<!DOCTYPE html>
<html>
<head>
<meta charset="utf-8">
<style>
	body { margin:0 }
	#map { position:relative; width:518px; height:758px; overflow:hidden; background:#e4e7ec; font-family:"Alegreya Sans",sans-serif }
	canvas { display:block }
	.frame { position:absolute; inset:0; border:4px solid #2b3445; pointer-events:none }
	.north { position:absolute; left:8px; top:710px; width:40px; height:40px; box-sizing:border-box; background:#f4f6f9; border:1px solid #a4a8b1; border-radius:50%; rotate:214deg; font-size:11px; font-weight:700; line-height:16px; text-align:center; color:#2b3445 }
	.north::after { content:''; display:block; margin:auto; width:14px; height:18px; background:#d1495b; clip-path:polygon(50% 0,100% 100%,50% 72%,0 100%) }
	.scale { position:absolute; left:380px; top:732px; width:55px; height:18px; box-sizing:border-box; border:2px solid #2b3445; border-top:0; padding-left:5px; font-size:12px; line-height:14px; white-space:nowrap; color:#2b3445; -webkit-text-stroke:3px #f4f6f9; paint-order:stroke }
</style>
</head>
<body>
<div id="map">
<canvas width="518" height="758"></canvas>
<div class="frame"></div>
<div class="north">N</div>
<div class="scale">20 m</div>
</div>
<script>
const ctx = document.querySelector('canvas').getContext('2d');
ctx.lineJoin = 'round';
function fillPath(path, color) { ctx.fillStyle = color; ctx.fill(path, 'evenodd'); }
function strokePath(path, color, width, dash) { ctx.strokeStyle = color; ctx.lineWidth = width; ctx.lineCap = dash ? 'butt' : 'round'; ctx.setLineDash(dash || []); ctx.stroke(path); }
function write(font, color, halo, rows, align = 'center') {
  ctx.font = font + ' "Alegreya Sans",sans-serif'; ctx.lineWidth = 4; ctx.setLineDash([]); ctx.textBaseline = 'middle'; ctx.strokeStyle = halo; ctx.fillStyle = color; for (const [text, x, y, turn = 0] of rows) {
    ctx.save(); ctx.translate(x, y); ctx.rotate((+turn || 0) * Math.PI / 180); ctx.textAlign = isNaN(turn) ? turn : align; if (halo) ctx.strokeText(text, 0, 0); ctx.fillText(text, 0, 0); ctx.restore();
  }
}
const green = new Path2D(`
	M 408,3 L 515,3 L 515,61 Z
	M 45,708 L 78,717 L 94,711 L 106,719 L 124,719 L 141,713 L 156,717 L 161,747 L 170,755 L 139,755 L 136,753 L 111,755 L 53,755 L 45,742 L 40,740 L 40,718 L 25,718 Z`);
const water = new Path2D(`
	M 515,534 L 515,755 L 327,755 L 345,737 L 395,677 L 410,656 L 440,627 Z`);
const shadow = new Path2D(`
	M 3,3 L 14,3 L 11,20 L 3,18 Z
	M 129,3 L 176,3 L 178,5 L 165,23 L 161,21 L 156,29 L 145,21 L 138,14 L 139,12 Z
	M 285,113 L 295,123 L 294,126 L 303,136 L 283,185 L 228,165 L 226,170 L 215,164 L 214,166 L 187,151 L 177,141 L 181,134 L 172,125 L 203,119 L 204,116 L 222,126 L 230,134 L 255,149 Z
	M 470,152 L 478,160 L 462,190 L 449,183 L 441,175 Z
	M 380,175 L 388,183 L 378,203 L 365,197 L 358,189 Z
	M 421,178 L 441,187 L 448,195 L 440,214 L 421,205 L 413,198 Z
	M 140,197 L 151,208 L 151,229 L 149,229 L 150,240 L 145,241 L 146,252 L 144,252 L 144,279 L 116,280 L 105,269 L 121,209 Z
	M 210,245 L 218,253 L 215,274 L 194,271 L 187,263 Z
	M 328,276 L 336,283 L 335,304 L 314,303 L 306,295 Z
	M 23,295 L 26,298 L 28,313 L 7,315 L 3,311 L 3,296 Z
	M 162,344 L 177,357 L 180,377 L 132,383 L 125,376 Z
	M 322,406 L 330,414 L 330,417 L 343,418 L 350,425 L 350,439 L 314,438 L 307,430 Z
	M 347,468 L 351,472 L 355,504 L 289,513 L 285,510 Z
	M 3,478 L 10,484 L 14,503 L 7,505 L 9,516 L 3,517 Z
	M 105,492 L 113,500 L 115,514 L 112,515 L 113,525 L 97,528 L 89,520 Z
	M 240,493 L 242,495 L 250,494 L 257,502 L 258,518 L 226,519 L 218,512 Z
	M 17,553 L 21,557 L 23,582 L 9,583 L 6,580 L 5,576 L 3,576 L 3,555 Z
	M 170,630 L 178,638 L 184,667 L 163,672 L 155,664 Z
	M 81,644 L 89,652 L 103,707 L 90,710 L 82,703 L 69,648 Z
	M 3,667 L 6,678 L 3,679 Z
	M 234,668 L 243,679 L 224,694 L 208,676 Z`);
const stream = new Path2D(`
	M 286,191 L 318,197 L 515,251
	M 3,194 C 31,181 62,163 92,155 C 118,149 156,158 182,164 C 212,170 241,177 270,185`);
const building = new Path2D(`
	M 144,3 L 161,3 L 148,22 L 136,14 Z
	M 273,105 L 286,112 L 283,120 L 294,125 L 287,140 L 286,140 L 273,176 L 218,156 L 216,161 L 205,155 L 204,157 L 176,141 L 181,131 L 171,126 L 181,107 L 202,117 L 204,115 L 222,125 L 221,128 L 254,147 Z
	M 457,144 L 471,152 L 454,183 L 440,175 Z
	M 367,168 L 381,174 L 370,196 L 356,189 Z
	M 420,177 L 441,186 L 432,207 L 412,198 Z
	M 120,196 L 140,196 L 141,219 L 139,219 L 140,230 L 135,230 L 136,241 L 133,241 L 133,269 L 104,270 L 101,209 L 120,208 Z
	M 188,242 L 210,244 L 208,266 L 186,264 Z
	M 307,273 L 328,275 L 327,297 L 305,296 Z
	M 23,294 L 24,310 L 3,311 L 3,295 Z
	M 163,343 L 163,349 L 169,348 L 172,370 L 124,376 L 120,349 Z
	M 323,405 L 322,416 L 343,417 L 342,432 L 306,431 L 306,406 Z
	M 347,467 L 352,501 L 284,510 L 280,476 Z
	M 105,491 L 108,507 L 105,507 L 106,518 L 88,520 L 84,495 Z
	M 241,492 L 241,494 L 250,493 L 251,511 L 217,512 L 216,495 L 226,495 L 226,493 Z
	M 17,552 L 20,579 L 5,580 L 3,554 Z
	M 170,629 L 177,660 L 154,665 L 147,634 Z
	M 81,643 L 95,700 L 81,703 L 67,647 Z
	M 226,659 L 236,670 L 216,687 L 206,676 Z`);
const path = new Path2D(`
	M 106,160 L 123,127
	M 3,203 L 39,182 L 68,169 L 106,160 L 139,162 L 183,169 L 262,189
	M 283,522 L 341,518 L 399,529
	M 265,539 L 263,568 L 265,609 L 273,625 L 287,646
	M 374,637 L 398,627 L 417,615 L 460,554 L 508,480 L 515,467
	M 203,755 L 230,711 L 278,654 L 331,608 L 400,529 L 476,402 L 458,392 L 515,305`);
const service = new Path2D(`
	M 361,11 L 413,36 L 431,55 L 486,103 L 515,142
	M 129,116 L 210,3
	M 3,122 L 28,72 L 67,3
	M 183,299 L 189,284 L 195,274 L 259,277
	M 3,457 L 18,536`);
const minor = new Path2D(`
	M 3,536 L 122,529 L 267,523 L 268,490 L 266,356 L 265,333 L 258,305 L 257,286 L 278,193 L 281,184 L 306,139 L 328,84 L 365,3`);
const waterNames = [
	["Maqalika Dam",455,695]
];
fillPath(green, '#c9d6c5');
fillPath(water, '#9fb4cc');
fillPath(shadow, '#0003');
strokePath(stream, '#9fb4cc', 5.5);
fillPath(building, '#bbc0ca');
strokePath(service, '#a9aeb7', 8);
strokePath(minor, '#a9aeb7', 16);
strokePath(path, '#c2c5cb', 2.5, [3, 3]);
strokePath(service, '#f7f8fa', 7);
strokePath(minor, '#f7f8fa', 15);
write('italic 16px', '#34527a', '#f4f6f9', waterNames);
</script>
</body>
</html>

══════════

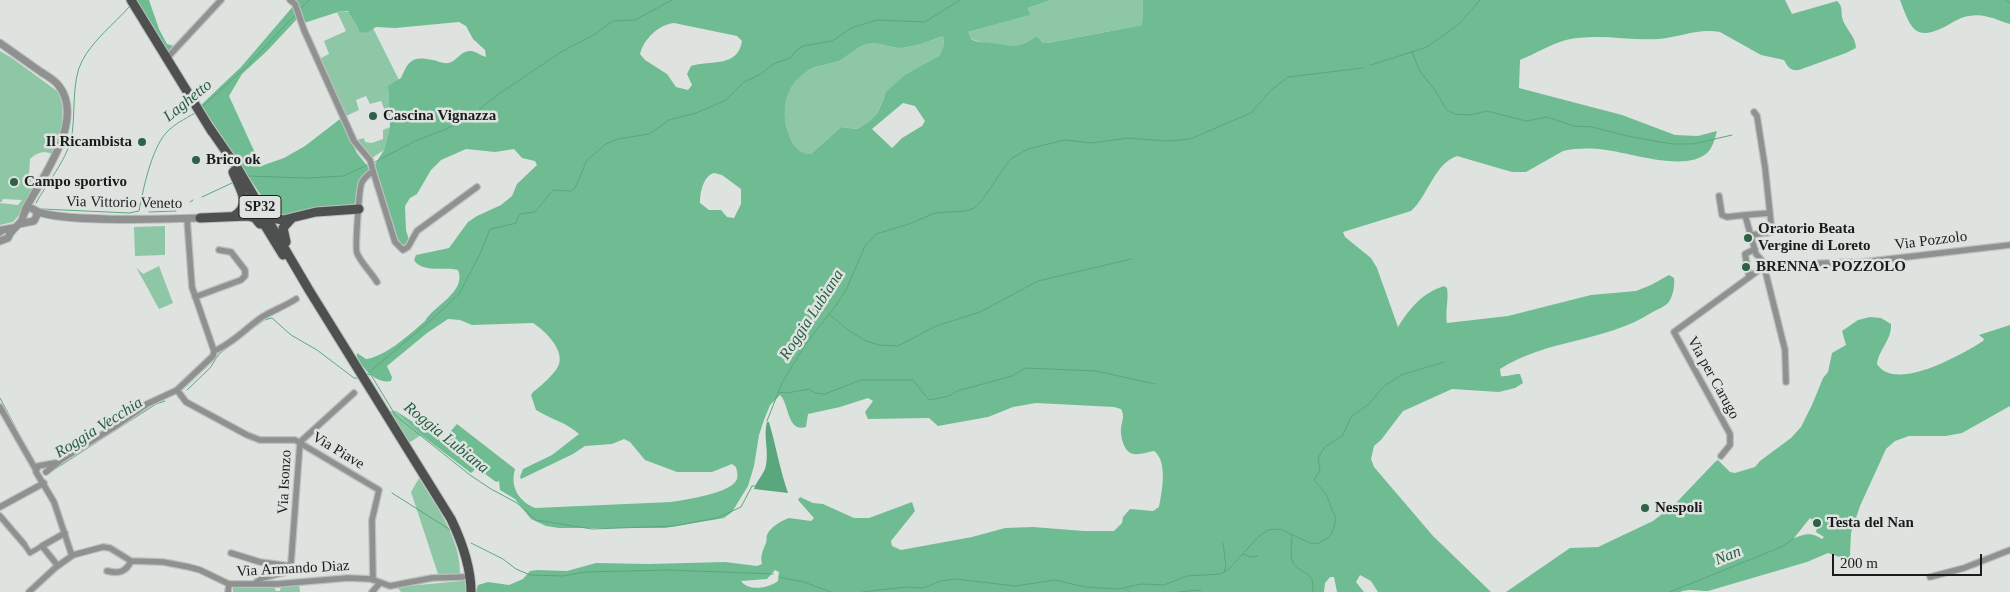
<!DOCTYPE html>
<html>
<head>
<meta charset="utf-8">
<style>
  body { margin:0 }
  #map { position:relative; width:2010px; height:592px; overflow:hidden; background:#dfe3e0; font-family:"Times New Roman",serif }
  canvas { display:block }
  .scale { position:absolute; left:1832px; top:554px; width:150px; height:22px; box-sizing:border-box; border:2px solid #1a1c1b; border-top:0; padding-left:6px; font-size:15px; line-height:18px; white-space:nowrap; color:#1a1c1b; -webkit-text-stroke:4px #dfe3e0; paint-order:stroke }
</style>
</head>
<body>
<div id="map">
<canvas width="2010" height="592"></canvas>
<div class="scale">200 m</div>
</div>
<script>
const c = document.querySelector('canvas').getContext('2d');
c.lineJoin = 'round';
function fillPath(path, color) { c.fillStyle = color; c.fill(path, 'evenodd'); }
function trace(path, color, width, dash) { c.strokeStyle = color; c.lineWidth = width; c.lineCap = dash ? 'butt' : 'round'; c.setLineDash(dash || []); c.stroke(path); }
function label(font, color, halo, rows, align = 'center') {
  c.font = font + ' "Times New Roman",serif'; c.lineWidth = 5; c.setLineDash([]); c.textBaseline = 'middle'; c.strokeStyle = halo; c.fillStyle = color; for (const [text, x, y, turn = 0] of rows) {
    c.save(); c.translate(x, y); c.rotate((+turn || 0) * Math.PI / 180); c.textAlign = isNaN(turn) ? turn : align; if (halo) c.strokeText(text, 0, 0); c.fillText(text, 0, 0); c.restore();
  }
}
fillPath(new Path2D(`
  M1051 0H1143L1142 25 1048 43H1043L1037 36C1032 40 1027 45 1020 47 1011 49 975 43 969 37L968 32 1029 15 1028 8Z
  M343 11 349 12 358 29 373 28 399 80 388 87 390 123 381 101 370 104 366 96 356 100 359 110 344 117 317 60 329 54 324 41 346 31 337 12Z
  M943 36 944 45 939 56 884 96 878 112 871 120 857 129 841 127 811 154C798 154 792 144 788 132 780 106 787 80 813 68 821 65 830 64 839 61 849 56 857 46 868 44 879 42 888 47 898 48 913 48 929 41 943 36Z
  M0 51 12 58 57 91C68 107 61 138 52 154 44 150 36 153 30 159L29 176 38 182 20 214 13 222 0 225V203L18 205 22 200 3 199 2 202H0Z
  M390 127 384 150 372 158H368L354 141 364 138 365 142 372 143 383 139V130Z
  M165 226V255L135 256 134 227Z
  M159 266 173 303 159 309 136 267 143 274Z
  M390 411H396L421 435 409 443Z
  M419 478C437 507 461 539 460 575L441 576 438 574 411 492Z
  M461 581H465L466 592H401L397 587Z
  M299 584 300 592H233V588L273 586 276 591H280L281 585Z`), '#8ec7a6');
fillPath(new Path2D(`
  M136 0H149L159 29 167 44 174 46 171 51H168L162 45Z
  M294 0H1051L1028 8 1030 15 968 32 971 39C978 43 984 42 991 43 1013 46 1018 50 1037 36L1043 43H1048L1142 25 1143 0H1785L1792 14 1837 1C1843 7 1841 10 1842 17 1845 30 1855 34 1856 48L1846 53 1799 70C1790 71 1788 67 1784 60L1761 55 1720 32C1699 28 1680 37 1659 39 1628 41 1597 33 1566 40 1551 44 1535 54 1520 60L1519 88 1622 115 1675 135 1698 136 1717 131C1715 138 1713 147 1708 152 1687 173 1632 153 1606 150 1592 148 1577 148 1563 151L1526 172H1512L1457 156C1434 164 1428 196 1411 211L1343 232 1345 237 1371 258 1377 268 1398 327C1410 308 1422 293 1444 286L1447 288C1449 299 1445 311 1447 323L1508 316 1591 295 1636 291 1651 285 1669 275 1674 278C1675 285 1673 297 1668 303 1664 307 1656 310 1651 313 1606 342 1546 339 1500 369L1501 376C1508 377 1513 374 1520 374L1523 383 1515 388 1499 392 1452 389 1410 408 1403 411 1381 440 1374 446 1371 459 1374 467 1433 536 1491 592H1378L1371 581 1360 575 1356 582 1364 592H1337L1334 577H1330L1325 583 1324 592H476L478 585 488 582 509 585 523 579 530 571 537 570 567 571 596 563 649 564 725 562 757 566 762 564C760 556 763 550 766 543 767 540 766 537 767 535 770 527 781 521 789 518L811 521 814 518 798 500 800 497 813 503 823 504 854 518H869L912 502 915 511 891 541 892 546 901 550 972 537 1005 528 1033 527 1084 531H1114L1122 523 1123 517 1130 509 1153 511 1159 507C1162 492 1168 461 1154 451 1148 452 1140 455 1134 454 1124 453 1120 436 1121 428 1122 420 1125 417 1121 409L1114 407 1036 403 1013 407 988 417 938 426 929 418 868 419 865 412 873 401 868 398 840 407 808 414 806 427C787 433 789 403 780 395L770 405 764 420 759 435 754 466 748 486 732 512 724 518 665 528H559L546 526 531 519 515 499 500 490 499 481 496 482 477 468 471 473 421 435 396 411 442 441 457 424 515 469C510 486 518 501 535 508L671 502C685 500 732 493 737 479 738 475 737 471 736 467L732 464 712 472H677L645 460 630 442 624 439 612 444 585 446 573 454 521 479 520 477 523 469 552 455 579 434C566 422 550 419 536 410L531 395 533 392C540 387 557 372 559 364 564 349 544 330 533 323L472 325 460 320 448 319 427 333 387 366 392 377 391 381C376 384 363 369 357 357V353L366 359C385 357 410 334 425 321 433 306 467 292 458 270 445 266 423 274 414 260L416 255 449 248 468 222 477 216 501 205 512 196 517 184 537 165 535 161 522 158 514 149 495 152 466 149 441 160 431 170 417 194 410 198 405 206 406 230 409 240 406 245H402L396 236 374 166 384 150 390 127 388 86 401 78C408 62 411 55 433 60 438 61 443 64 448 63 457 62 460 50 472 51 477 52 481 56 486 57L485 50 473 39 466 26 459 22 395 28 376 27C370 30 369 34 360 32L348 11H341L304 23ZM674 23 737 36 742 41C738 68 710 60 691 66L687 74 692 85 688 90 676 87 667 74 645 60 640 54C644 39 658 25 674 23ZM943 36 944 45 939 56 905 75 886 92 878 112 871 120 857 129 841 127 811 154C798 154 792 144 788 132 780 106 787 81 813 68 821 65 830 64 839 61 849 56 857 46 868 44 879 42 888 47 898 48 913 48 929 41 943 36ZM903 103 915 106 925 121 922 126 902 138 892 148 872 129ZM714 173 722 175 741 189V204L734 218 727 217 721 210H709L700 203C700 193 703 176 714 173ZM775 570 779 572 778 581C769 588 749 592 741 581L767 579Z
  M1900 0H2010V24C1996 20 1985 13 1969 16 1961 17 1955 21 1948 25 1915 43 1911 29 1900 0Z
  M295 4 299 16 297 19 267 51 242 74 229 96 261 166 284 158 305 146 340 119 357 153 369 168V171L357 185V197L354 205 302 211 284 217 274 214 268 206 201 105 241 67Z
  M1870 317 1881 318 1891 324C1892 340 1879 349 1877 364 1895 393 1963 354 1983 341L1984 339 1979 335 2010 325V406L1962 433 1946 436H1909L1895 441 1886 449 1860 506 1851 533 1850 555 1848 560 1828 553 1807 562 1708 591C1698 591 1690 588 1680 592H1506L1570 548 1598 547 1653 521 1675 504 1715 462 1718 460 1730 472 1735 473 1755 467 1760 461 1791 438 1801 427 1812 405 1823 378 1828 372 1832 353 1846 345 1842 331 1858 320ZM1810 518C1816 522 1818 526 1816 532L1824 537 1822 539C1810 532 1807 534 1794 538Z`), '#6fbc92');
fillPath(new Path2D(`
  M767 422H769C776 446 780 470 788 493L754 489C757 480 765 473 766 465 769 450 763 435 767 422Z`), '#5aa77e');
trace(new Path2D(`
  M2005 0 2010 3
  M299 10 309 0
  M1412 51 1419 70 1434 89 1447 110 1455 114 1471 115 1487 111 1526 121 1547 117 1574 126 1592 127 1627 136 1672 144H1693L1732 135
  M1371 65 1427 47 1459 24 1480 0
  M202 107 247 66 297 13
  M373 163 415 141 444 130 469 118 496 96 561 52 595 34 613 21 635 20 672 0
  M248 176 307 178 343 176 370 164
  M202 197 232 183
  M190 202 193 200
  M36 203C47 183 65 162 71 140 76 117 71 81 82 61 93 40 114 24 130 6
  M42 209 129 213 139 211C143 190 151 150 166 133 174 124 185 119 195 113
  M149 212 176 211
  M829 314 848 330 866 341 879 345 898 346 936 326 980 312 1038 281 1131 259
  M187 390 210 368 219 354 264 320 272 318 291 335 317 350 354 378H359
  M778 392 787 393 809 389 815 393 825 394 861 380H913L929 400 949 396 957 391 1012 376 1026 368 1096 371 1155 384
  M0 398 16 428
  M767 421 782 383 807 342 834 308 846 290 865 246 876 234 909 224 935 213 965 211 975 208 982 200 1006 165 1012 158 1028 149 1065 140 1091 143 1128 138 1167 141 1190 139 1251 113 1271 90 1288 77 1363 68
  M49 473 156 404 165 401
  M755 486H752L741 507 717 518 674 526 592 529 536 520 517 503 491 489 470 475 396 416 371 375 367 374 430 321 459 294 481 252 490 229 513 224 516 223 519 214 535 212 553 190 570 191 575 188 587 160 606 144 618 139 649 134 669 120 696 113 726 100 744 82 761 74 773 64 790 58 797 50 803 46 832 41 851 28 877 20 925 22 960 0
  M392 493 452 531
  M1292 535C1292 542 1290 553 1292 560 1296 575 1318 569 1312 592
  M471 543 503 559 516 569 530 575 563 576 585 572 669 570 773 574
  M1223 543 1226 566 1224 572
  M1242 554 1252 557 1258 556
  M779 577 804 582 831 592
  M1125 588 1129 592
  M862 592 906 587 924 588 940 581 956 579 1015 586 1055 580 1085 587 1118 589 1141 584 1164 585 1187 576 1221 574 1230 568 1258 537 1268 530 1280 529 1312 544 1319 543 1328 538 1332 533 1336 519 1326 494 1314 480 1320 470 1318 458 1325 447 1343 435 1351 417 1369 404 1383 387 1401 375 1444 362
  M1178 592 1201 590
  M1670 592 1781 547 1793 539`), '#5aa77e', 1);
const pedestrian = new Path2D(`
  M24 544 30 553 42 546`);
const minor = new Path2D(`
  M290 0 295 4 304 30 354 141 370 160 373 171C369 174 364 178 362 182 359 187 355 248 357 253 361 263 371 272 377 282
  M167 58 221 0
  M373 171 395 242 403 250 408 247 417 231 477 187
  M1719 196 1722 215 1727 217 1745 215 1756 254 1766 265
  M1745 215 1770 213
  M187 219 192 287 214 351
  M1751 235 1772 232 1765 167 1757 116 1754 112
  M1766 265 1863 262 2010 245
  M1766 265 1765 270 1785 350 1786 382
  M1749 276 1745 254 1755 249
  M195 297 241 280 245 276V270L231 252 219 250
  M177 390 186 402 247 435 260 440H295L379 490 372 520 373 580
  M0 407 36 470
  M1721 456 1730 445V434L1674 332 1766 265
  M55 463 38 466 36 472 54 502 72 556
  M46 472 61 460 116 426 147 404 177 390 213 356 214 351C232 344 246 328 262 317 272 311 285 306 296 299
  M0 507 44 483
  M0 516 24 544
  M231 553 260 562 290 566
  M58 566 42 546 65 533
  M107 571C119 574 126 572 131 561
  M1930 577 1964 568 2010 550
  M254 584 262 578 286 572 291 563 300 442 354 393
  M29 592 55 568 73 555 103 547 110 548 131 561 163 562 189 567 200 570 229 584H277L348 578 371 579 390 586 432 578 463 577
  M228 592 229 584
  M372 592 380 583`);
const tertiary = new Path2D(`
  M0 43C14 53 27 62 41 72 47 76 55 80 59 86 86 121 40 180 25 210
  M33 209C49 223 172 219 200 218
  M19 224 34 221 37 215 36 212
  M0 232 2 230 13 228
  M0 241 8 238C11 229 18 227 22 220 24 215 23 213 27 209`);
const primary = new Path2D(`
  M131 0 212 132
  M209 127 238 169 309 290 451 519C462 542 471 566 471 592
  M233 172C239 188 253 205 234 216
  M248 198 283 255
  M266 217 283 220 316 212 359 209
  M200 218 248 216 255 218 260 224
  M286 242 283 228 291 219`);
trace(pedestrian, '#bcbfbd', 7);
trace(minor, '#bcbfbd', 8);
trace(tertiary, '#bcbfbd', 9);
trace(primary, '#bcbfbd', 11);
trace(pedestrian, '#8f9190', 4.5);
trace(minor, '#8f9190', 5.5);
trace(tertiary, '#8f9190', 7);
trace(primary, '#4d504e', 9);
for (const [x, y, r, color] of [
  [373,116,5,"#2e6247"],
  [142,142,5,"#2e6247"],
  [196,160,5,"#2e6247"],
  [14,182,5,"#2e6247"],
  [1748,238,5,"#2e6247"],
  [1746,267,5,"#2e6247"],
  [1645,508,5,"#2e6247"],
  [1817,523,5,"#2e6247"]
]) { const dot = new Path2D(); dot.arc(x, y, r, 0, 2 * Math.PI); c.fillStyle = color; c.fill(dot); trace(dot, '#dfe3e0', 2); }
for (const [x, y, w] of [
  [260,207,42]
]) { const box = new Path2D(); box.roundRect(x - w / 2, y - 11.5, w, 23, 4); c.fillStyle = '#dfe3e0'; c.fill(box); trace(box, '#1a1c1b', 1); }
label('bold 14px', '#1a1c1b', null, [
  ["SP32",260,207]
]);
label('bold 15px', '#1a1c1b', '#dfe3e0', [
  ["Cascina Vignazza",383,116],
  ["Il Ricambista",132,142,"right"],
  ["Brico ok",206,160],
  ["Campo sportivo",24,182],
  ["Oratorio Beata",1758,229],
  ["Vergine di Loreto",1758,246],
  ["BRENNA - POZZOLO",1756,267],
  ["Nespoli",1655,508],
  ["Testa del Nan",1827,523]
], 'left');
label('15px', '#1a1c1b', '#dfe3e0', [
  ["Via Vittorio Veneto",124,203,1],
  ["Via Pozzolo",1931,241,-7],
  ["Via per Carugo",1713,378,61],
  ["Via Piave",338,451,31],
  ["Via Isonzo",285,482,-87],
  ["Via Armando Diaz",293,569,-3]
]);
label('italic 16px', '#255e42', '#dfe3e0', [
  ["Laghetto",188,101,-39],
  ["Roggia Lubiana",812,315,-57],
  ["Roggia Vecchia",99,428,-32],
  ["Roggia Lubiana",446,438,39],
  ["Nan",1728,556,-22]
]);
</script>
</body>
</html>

══════════

▸ **THE TASK**
Lines in the material above that include the string "restore" should be listed.

▸ **OUTPUT OF THE TASK**
    ctx.save(); ctx.translate(x, y); ctx.rotate((+turn || 0) * Math.PI / 180); ctx.textAlign = isNaN(turn) ? turn : align; if (halo) ctx.strokeText(text, 0, 0); ctx.fillText(text, 0, 0); ctx.restore();
    c.save(); c.translate(x, y); c.rotate((+turn || 0) * Math.PI / 180); c.textAlign = isNaN(turn) ? turn : align; if (halo) c.strokeText(text, 0, 0); c.fillText(text, 0, 0); c.restore();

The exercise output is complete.